Search the data for the string "legend" and copy each line in which it appears.

Stored data entries

■ ■ ■

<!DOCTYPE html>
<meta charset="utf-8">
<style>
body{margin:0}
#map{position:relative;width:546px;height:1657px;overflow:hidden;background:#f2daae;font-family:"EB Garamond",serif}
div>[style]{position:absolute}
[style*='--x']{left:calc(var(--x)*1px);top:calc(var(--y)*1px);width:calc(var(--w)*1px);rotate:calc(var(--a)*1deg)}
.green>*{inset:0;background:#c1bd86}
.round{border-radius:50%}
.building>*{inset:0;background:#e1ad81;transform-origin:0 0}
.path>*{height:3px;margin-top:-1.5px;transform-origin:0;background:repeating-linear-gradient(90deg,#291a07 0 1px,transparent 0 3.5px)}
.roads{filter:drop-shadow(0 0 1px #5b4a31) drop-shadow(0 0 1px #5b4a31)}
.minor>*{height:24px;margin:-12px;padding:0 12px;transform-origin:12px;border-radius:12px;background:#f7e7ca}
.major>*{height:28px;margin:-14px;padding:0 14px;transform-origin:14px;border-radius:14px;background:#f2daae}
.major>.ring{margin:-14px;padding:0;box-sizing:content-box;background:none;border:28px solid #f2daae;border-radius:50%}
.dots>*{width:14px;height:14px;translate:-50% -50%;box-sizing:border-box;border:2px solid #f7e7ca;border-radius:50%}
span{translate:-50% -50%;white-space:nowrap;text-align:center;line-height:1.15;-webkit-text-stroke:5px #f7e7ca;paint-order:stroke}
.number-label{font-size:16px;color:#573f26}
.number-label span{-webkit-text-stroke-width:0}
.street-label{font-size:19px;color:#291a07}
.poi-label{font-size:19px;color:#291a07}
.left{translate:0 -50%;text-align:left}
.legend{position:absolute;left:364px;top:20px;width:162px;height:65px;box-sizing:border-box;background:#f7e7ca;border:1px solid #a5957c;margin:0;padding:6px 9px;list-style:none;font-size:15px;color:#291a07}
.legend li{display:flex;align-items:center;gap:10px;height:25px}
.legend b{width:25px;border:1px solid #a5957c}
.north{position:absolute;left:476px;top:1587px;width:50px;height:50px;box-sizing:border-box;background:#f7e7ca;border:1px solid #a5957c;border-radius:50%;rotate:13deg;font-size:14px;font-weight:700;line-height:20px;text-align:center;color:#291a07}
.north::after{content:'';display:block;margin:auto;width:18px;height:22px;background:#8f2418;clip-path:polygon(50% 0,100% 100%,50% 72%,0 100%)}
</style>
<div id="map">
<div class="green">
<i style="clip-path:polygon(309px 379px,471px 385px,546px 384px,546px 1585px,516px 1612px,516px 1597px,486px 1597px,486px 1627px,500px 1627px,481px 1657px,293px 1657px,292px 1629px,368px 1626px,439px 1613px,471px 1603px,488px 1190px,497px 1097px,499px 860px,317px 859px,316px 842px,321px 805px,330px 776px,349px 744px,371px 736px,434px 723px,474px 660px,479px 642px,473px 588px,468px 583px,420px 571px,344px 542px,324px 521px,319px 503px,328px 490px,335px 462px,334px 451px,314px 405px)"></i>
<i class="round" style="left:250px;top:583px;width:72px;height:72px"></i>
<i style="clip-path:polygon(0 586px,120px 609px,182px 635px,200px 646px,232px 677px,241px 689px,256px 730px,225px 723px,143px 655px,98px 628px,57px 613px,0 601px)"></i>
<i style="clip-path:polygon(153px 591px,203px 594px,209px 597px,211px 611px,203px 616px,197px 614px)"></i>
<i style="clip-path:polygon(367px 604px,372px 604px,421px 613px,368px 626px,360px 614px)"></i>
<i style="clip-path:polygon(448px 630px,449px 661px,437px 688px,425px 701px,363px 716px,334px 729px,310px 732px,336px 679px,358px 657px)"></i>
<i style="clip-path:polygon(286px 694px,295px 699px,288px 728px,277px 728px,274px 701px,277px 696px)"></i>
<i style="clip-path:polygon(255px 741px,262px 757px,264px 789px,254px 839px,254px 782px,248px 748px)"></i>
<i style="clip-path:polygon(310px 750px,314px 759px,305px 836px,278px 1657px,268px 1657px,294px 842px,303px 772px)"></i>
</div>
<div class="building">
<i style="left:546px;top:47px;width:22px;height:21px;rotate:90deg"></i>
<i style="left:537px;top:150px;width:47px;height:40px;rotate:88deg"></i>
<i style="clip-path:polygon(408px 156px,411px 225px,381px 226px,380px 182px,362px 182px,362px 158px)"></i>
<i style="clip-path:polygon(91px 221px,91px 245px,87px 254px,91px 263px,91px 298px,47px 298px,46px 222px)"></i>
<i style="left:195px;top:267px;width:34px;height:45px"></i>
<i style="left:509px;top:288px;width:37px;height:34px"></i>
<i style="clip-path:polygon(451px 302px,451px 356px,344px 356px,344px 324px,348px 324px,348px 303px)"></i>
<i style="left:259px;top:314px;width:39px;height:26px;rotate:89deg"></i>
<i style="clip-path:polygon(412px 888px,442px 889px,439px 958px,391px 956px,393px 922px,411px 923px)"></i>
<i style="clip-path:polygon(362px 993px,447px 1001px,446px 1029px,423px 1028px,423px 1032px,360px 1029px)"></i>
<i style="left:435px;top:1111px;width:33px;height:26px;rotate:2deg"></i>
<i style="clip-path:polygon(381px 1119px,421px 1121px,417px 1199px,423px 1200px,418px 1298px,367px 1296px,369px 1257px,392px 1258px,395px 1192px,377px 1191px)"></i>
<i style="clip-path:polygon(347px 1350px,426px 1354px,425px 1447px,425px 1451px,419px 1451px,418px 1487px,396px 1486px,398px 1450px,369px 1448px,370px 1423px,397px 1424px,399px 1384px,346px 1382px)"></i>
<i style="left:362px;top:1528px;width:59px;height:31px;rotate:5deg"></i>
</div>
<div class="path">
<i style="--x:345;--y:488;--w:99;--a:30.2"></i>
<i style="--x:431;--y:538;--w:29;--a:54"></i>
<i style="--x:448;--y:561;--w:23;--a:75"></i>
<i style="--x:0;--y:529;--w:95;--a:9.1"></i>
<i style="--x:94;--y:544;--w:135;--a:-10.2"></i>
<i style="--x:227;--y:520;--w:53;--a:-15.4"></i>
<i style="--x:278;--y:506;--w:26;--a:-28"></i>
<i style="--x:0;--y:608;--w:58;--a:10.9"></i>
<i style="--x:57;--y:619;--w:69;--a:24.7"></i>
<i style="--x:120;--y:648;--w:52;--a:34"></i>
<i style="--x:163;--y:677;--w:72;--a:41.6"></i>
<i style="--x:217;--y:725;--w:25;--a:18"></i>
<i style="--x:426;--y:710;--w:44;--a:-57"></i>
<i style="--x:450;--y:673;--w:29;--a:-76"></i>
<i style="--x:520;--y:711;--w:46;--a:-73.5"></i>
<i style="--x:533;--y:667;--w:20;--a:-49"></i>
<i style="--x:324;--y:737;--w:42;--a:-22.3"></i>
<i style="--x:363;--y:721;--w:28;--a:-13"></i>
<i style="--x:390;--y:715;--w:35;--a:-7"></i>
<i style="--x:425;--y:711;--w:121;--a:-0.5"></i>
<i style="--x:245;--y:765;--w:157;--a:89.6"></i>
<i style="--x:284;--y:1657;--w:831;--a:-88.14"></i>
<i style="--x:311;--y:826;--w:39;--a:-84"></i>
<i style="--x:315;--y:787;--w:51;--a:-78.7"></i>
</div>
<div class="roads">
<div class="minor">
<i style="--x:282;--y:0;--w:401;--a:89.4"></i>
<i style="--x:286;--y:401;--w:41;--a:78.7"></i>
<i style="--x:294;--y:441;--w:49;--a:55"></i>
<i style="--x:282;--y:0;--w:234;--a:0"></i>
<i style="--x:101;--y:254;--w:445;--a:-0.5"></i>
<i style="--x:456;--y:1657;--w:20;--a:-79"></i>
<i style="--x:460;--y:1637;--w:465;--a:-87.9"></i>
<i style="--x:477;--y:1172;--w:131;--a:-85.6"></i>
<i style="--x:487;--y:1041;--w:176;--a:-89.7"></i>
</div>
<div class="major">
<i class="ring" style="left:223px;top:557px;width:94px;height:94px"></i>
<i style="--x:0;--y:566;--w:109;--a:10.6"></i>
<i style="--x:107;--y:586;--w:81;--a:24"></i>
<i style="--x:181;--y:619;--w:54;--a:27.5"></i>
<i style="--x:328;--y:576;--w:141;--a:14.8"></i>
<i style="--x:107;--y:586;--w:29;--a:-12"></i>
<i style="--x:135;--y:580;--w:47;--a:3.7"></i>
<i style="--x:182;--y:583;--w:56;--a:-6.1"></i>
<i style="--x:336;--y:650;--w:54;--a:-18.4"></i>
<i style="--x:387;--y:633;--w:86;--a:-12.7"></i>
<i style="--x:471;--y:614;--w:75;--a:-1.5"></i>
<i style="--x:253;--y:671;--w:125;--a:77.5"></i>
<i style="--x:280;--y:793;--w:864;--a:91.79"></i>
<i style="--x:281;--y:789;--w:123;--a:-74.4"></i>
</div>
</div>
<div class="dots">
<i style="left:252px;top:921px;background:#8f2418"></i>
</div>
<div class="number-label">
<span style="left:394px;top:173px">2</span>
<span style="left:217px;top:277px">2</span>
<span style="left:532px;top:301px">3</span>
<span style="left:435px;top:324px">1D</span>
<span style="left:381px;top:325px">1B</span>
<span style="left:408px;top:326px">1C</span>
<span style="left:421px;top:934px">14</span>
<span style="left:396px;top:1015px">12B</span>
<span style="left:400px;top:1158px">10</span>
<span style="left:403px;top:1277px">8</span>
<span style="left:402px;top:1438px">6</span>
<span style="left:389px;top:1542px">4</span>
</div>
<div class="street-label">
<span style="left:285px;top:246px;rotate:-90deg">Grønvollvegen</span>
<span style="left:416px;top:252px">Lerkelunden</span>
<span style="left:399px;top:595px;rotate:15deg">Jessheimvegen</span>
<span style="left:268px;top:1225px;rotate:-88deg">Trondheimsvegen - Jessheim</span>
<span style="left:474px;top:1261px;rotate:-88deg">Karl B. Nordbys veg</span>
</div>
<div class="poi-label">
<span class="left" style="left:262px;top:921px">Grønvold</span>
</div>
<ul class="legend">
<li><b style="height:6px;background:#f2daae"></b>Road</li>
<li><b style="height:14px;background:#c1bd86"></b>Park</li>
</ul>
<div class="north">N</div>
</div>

■ ■ ■

**Exercise output**
.legend{position:absolute;left:364px;top:20px;width:162px;height:65px;box-sizing:border-box;background:#f7e7ca;border:1px solid #a5957c;margin:0;padding:6px 9px;list-style:none;font-size:15px;color:#291a07}
.legend li{display:flex;align-items:center;gap:10px;height:25px}
.legend b{width:25px;border:1px solid #a5957c}
<ul class="legend">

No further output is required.